ServiceEndpointApplication#clinit start
ServiceEndpointApplication#clinit end
ServiceEndpointApplication#clinit end
endが2回出力されています。もちろん、System.out.println("ServiceEndpointApplication#clinit end");が他のソースコードにもあったということではありません。staticイニシャライザーにSystem.out.println();を追加した後でこの奇妙な出力が得られました。もし、次のようにstartが2回出力されたのであれば、そこまで驚きはしませんでした。
ServiceEndpointApplication#clinit start
ServiceEndpointApplication#clinit start
ServiceEndpointApplication#clinit end
startが2回出力されたのであれば、異なるクラスローダーがこのクラスをロードして、一方でエラー(ExceptionInInitializerError)が発生し、それをcatchして無視した可能性も考えられます(まあ、それも考えにくいですが…)。しかし、endが2回出力されたのであれば、そういうレベルの問題ではありません。
このとき、みなさんはどういった可能性を疑いますか?
私がそのとき考えたのはJVMのバグでした。それしか無いように思えました。
あっけなく分かった原因
その後、JVMのバグを探してみたり、同件の事例が無いかググってみましたが、それらしいものは見つからず。ふと、catalina.outをviで見たときに気がつきました。実は、ServiceEndpointApplication#clinit endは1回しか出力されていないということに。つまり、JMeterで瞬間的に大量のリクエストを送信した結果、tail -fコマンドが1回余計にServiceEndpointApplication#clinit endを出力したということのようでした。
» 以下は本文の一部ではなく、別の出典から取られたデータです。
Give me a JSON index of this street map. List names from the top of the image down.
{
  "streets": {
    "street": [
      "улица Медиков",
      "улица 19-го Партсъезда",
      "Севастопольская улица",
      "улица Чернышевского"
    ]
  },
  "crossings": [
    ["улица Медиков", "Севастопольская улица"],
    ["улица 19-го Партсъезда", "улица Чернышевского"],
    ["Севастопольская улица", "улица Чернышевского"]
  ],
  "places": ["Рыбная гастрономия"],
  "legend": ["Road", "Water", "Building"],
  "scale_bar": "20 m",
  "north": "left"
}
では、なぜtail -fコマンドが1回余計に出力したのかというと…
実はそれは分かっていません(今回はそれ以上原因追求する必要はなかったので…すいません)。このあたりに詳しい方はぜひ教えて下さい。
追記
シェルの達人さとうさんから以下のようなコメントをいただきました。ありがとうございました~
出力先の端末の問題の可能性? tail は無実じゃないかなぁ。
— ふみやす@シェルまおう(自称でない) .JSON (@satoh_fumiyasu) 2018年12月21日
tail(1) はファイルを最後まで read(2) し続け、最後まで行ったら新たなデータが来るまで待って (inotify かな? または stat(2) でポーリング? どっちでもこの問題に関係ないかと)、データが来たらまた read(2) するだけ、でしょうから、バグる余地がないと思うので。